Thermal modelling of Advanced LIGO test masses

TL;DR

This paper presents a thermal model for Advanced LIGO test masses that accounts for radiative heat transfer, enabling better understanding of thermal effects caused by laser power absorption and improving mirror temperature estimates.

Contribution

The study introduces an empirical radiative heat transfer term into the thermal model of LIGO mirrors, refining absorption estimates and thermal behavior predictions.

Findings

Coating absorption estimated at 1.5 to 2.0 ppm.

Scattered light on the ring heater estimated at 0.3 to 1.3 ppm.
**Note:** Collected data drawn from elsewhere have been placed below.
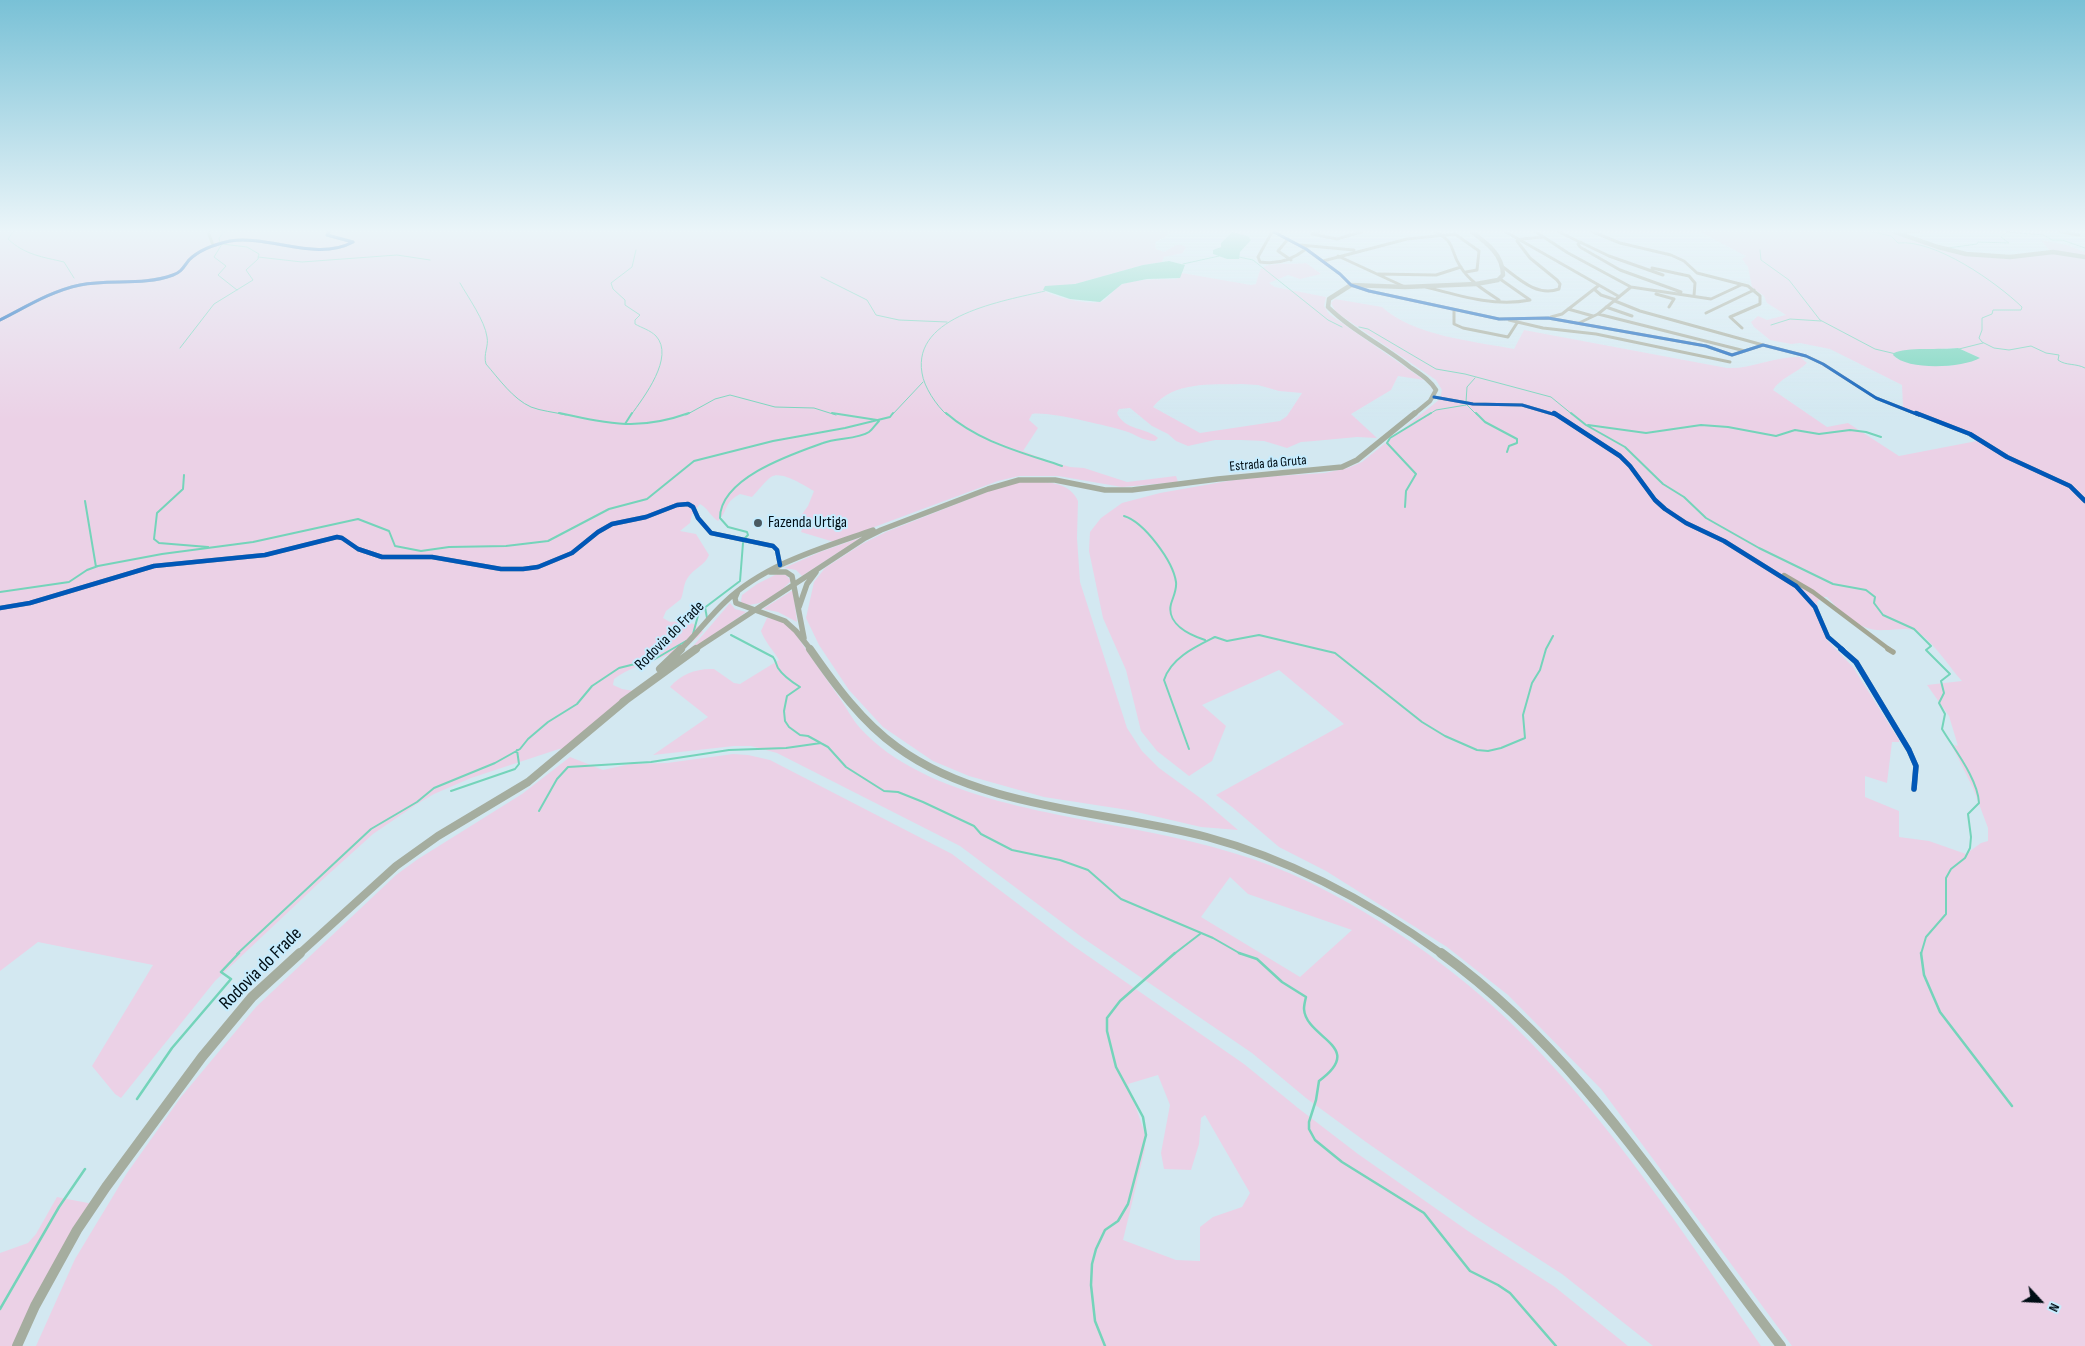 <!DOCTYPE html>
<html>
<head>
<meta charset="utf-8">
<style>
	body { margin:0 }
	#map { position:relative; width:2085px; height:1346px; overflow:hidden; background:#d3e8f1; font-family:"Sofia Sans Condensed",sans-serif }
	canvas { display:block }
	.north { position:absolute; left:2015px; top:1276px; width:50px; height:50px; -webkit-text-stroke:4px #c6ecfe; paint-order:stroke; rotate:115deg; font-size:14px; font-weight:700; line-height:20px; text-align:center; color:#000e15 }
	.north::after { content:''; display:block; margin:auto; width:18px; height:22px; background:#000e15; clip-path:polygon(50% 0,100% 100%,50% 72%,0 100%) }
</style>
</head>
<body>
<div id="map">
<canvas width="2085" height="1346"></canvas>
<div class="north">N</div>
</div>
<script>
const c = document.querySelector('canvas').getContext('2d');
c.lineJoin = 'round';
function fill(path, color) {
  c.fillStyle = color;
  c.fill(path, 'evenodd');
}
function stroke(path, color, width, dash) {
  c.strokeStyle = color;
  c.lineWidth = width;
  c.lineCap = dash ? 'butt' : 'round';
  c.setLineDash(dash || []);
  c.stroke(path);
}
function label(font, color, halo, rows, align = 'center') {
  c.font = font + ' "Sofia Sans Condensed",sans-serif';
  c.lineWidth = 4;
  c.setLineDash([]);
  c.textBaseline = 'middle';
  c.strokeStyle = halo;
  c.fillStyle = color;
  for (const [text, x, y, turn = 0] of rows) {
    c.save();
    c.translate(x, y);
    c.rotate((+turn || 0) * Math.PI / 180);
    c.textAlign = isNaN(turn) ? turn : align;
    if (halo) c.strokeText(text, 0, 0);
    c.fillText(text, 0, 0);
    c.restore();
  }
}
fill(new Path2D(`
	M0 232H1169L1167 236 1155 242 1156 249 1164 252C1172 248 1177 241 1186 247L1183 253 1164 257 1162 262 1143 265 1075 284 1043 290C1052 297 1092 306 1103 301 1111 296 1114 287 1123 284 1141 278 1159 280 1177 279L1182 273 1251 285 1256 284C1257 280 1259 272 1261 269 1268 261 1295 265 1306 263L1321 274 1300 279 1288 275 1269 283 1275 287 1326 297 1324 306 1329 314 1424 380 1398 376 1391 390 1351 414 1377 438 1357 437 1314 441 1301 442 1287 448 1264 441 1241 440H1215L1188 446 1176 441 1168 434 1152 426 1130 408 1119 409 1117 413C1125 431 1146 427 1158 438L1155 441C1143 441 1135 434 1125 431 1107 426 1048 411 1032 414L1029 420 1038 428 1023 451 1049 461 1070 467 1084 468 1127 482 1176 476 1178 482 1122 487 1058 476H1019L998 481 834 542 801 532 803 527 797 521 808 506 814 491C805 486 781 470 771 477 764 482 758 491 752 497L740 494C723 503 729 510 718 521 710 516 708 508 700 504L692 514 690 523 680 531 696 534 709 555C705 565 695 568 689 576 683 583 684 592 681 599L666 611 663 618 670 622C682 620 695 621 703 632 677 660 643 658 614 679L613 685 622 689 634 691 570 748 559 749 471 778 434 794 417 804 373 834 321 881 215 981 121 1098 115 1094 92 1066 153 965 38 942 0 971ZM1241 384 1258 385 1279 391 1302 393 1287 416 1280 421 1200 433 1153 407C1174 381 1210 385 1241 384Z
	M1700 232H1893L1968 255 2008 259 2054 253 2085 258V1346H1792L1601 1089 1508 995 1447 947 1326 871 1279 847 1232 807 1216 795 1344 724 1279 670 1202 705 1226 726 1212 761 1189 776 1157 751 1141 731 1126 670 1103 618 1089 551 1090 532 1101 518 1122 503 1160 493 1245 478 1325 473 1348 468 1362 462 1440 399 1442 390 1436 380 1336 312 1331 303 1335 299 1382 307C1414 336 1473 341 1514 349L1524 330 1727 368C1752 369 1775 356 1800 357L1807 363C1797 373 1780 378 1773 390L1827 427 1848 423 1899 456 1982 440 1965 431 1903 407 1902 385 1830 349 1800 343 1791 344 1770 340 1754 327 1751 322 1758 316 1767 320 1786 315 1767 303 1764 296 1752 287 1748 267 1742 259 1746 256ZM1958 348 1980 358 1949 366 1915 363 1895 358 1925 350ZM1822 597H1827C1843 614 1860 632 1885 630 1895 630 1906 627 1915 631 1931 638 1950 668 1962 681L1927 685 1949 716 1958 746 1951 744 1973 788 1988 828V841L1981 843 1966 854 1929 841 1899 837V811L1865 797V776L1887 783 1892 742H1899V740L1853 667 1827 640 1819 614 1817 602Z
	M2041 240 2067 245 2085 252V256L2050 251Z
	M1019 482C1040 482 1068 479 1078 501L1077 538 1080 582 1127 728 1142 751 1159 768 1203 800 1238 830 1201 827 1128 810 1044 797 969 776 933 761 883 727 849 690 819 645 806 618 814 582 825 568 862 544 886 532 997 488Z
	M862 537 802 576 796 570 784 568 820 552Z
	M777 574 786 575 791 581C779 593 760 608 743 604L741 601 742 595 757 584Z
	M793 590 797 622 778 612 763 609Z
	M730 603 735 609 746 612 675 662 695 644Z
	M767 618 779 620 792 629C808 652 823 675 839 697 846 707 852 719 860 728 925 800 1062 814 1153 833 1207 844 1259 858 1309 882 1382 918 1456 969 1515 1027 1611 1121 1685 1235 1761 1346H1653L1562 1274 1475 1218 1366 1142 1306 1098 1252 1053 1083 938 960 846 777 753 751 746H734L653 755 708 717 670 687C681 674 697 668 714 669L734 683 740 684 779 660C773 650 765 642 761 631ZM1230 877 1248 894 1352 930 1300 977 1201 917Z
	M733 754 748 755 770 760 952 854 1075 947 1244 1064 1298 1108 1358 1154 1468 1231 1555 1287 1628 1346H36L75 1259 127 1173 181 1097 256 1007 396 875 418 859 522 794 570 757 603 770 630 764 667 763ZM1158 1075 1170 1105 1161 1153 1164 1169 1191 1170 1199 1144 1201 1118 1205 1115 1250 1193 1242 1207 1213 1217 1200 1227V1261L1176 1260 1123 1240 1145 1149V1134L1128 1084Z
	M57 1197 93 1204 16 1346H0V1253L28 1243 36 1234Z`), '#ebd1e6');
fill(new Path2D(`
	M1232 232 1248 236 1251 240 1240 252 1239 259H1227L1213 254V250L1221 247V243Z
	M1169 261 1185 265 1180 278 1147 279 1122 284 1100 302 1070 299 1043 290 1045 286 1075 284 1143 265Z
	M1958 348 1980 358C1962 368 1908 371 1893 355L1894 353C1905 347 1942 350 1958 348Z`), '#74d4ba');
stroke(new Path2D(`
	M13 232 8 239C25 255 43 257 64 262L74 278
	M1873 232 1891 236 1898 243C1935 239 1996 282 2022 307L2021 310H1993L1992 314 1982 318V330L1979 338 1982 342 1994 348 2009 350 2031 346 2046 353 2059 355 2058 360C2066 366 2076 363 2085 368
	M220 243 219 238 224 232
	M222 244 214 257 226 266 218 275 237 290
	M1948 248 1977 244 1978 242 2009 243 2001 237 2007 232 2044 235 2052 240H2062L2085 248
	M1760 250 1761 260 1789 280 1820 320 1875 349 1896 354
	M258 257 302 262 397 255 430 260
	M1239 257 1253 260 1328 320 1342 327
	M1183 264 1219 256
	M821 277 867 300 876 315 899 320 947 322
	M460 283C468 297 485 321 487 337 489 346 483 354 486 364 499 379 513 399 531 407 541 411 554 412 566 415
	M1771 325 1790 319 1821 321
	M1359 327 1368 329 1436 369 1465 374 1551 397 1573 415
	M180 348 214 304 253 280 246 270 258 259 259 254 247 247 222 244
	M1959 349 1983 343
	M1466 402 1467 387 1475 378
	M1466 404 1477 415
	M631 415C644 397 675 357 656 336 650 330 642 328 635 324V320L640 315 625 305V300L613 289 611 283 632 267 636 250
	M686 415 715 399 730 395 775 407 814 408 836 415
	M892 415 923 382
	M947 415C936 405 924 387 922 373 912 315 1004 301 1045 291
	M1428 415 1436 410 1466 405`), '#74d4ba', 1);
stroke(new Path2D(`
	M559 413C610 424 639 431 689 413
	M832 413 877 420
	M946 413C979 442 1021 452 1062 466
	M1476 413 1485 422 1517 439V443L1509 446 1507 452
	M1571 413 1586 425 1625 447 1663 484 1684 497 1706 518 1759 548 1833 584 1866 590 1875 597 1874 603 1883 615 1914 629 1931 646 1926 650 1950 674 1941 681 1944 693 1939 703 1945 714 1942 729C1954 749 1978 779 1979 803L1968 814 1971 837 1970 848 1965 858 1951 869 1946 878V914L1926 937 1921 954
	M625 424 632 413
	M1588 425 1646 433 1701 425 1728 427 1776 436 1795 430 1819 434 1850 430 1866 432 1881 437
	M184 475 183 489 157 513 154 539 159 543 208 547
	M85 501 96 567
	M1405 507 1406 491 1416 474 1387 443 1390 438 1431 413
	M1124 516C1144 522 1173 561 1176 582 1177 590 1173 597 1171 604 1166 624 1190 635 1205 640
	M745 538 748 535 747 532 728 527 720 518C720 478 792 454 823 443 836 438 859 439 869 432 872 430 876 424 879 421
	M0 592 69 582 87 570 98 566 162 554 253 542 358 519 389 531 395 546 421 551 449 547 506 546 548 541 609 509 647 499 694 461 773 441 845 428 890 417 893 413
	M705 607 707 618
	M693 634 699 612 740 581 743 543
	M731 635 773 657C776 661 776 664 778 668 783 676 792 682 800 687L787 696 784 711 785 721 789 727 800 735 808 736 828 747 846 767 884 791 898 792 923 802 974 826 981 834 1012 850 1060 860 1088 870 1121 899 1213 938 1241 954
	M1189 749 1164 680C1171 658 1195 647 1215 637L1227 641 1259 635 1335 653 1422 722 1445 736 1477 750 1488 751 1501 748 1525 738 1523 715 1532 683 1540 670 1546 649 1553 636
	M451 791 515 769 519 764 517 750
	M539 811 557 779 568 767 651 762 729 750 786 748 821 743
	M237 954 371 829 417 802 434 788 495 763 520 749 528 739 548 722 577 704 592 686 619 668 655 659 686 641
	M1174 954 1200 934`), '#74d4ba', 2);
stroke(new Path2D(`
	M1239 953 1257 959 1282 982 1306 997C1305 1001 1304 1005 1304 1009 1306 1039 1367 1046 1319 1081L1316 1100 1309 1122V1129L1315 1140 1342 1162 1424 1213 1470 1271 1498 1285 1510 1293 1556 1346
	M1921 953 1924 975 1940 1012 2012 1106
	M137 1099 172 1048 231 979 221 972 239 953
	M0 1309 59 1207 85 1169
	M1105 1346 1095 1321 1091 1285 1092 1264 1096 1249 1105 1230 1118 1221 1128 1204 1146 1135 1143 1117 1116 1067 1107 1031V1018L1120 1001 1175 953`), '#74d4ba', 2.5);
stroke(new Path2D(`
	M208 232 213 245
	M1272 232 1258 257 1260 262C1278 265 1292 260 1306 249
	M1274 232 1306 249 1340 274 1351 285 1369 291 1499 319 1548 318 1706 346 1732 355 1763 345 1806 356 1823 364 1876 398 1919 415
	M1318 232 1312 234 1337 239 1361 232
	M1436 232C1457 244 1449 249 1460 266 1469 281 1485 291 1499 300
	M1506 232 1618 296
	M1536 232 1568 253 1631 287 1711 299 1741 285
	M1559 232 1609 256 1663 275
	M1593 232 1620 243 1671 255 1684 261 1697 273 1748 286 1760 296V304L1730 317 1742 328
	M1906 232H1918
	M2061 232 2079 235
	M1288 239 1278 251 1291 260
	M1522 239 1543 237
	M1581 242 1578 244 1580 247 1620 270 1681 292
	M1300 245 1354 250
	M1338 256 1405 287
	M1323 261 1407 239 1455 234 1479 251 1477 270 1466 272
	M1503 267C1519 279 1537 297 1559 289L1560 284 1557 280 1530 258 1517 241 1521 239
	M1652 268 1689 276 1695 283 1694 296
	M1378 274 1436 275 1461 267
	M1426 287C1460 296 1495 307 1530 300L1500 279
	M1594 289 1601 295 1616 300
	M1656 294 1674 299 1669 307
	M1615 301 1640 311 1763 345
	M1606 307 1632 316
	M1568 309 1593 316
	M1454 310V324L1463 328 1508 337 1517 323
	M1706 313 1754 290
	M1598 314 1745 351
	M1551 317 1562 314 1598 286
	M0 320C26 307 51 291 80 285 111 279 143 286 173 275 182 272 184 266 189 260 200 249 216 244 230 241 270 235 316 262 353 242L327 235 329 232
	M1509 320 1543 328 1596 334 1730 362
	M1579 323 1598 314 1631 287
	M1434 397 1473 404 1522 405 1556 415`), '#a3a694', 3);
stroke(new Path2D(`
	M1554 413 1620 456 1630 466 1655 500 1665 509 1686 523 1724 541 1796 586 1815 607 1828 637 1843 650
	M1916 413 1970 434 2007 457 2070 486 2085 501
	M1784 575 1813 592 1890 650
	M0 608 30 603 154 566 265 555 337 537 342 538 358 549 382 557H432L501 569H523L538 567 572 553 598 532 612 524 646 517 677 505 688 504 693 507 698 518 711 533 773 546 777 550 780 565`), '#a3a694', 4.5);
stroke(new Path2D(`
	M1841 649 1856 662 1909 750 1916 766 1914 789
	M1888 649 1893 652`), '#a3a694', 5.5);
stroke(new Path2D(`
	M1895 232 1938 247 1966 254 2010 257 2053 252 2085 257
	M1413 415 1430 401 1436 390C1430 380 1420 374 1410 367 1384 346 1352 331 1328 307L1329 299 1351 285 1405 287 1476 284 1498 280 1503 275C1503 255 1487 243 1472 232`), '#a5ad9f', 4.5);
stroke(new Path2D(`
	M770 572H786L792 576 804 638
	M738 591 735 598 736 603 785 621 796 631 811 650
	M799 607 807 584 816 572
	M680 650C696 635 709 617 725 602 765 564 822 548 873 530
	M694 650 865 538 881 530 988 489 1019 480H1055L1105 490H1132L1218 479 1342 467 1357 460 1415 413`), '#a5ad9f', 5.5);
stroke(new Path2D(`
	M810 649C835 685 862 722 897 747 981 809 1109 811 1207 837 1293 860 1371 903 1442 954
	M660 669 681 649
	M623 702 696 649
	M299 954 396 866 438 836 528 782 626 700`), '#a5ad9f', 8);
stroke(new Path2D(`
	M1441 953C1584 1056 1674 1209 1781 1346
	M17 1346 35 1306 77 1230 106 1187 202 1057 252 997 300 953`), '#a5ad9f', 10);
stroke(new Path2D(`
	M1274 232 1306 249 1340 274 1351 285 1369 291 1499 319 1548 318 1706 346 1732 355 1763 345 1806 356 1823 364 1876 398 1919 415
	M0 320C26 307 51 291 80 285 111 279 143 286 173 275 182 272 184 266 189 260 200 249 216 244 230 241 270 235 316 262 353 242L327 235 329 232
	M1434 397 1473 404 1522 405 1556 415`), '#0057b8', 3);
stroke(new Path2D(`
	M1554 413 1620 456 1630 466 1655 500 1665 509 1686 523 1724 541 1796 586 1815 607 1828 637 1843 650
	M1916 413 1970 434 2007 457 2070 486 2085 501
	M0 608 30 603 154 566 265 555 337 537 342 538 358 549 382 557H432L501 569H523L538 567 572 553 598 532 612 524 646 517 677 505 688 504 693 507 698 518 711 533 773 546 777 550 780 565`), '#0057b8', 4.5);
stroke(new Path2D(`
	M1841 649 1856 662 1909 750 1916 766 1914 789`), '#0057b8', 5.5);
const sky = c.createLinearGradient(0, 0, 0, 420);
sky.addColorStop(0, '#79c1d6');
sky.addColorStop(0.55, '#ebf5f9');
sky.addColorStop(1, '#ebf5f900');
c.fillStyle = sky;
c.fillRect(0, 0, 2085, 420);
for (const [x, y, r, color] of [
	[758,523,5,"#4a5a62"]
]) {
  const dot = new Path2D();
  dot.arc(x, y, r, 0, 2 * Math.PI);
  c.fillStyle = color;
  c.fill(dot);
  stroke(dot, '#c6ecfe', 2);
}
label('14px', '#000e15', '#c6ecfe', [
	["Estrada da Gruta",1268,464,-5]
]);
label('16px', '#000e15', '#c6ecfe', [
	["Fazenda Urtiga",768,523]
], 'left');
label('16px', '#000e15', '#c6ecfe', [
	["Rodovia do Frade",670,636,-45]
]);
label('19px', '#000e15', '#c6ecfe', [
	["Rodovia do Frade",261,969,-45]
]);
</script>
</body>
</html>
Model accurately predicts thermal transients after power build-up.

Abstract

High-reflectivity fused silica mirrors are at the epicentre of current advanced gravitational wave detectors. In these detectors, the mirrors interact with high power laser beams. As a result of finite absorption in the high reflectivity coatings the mirrors suffer from a variety of thermal effects that impact on the detectors performance. We propose a model of the Advanced LIGO mirrors that introduces an empirical term to account for the radiative heat transfer between the mirror and its surroundings. The mechanical mode frequency is used as a probe for the overall temperature of the mirror. The thermal transient after power build-up in the optical cavities is used to refine and test the model. The model provides a coating absorption estimate of 1.5 to 2.0 ppm and estimates that 0.3 to 1.3 ppm of the circulating light is scattered on to the ring heater.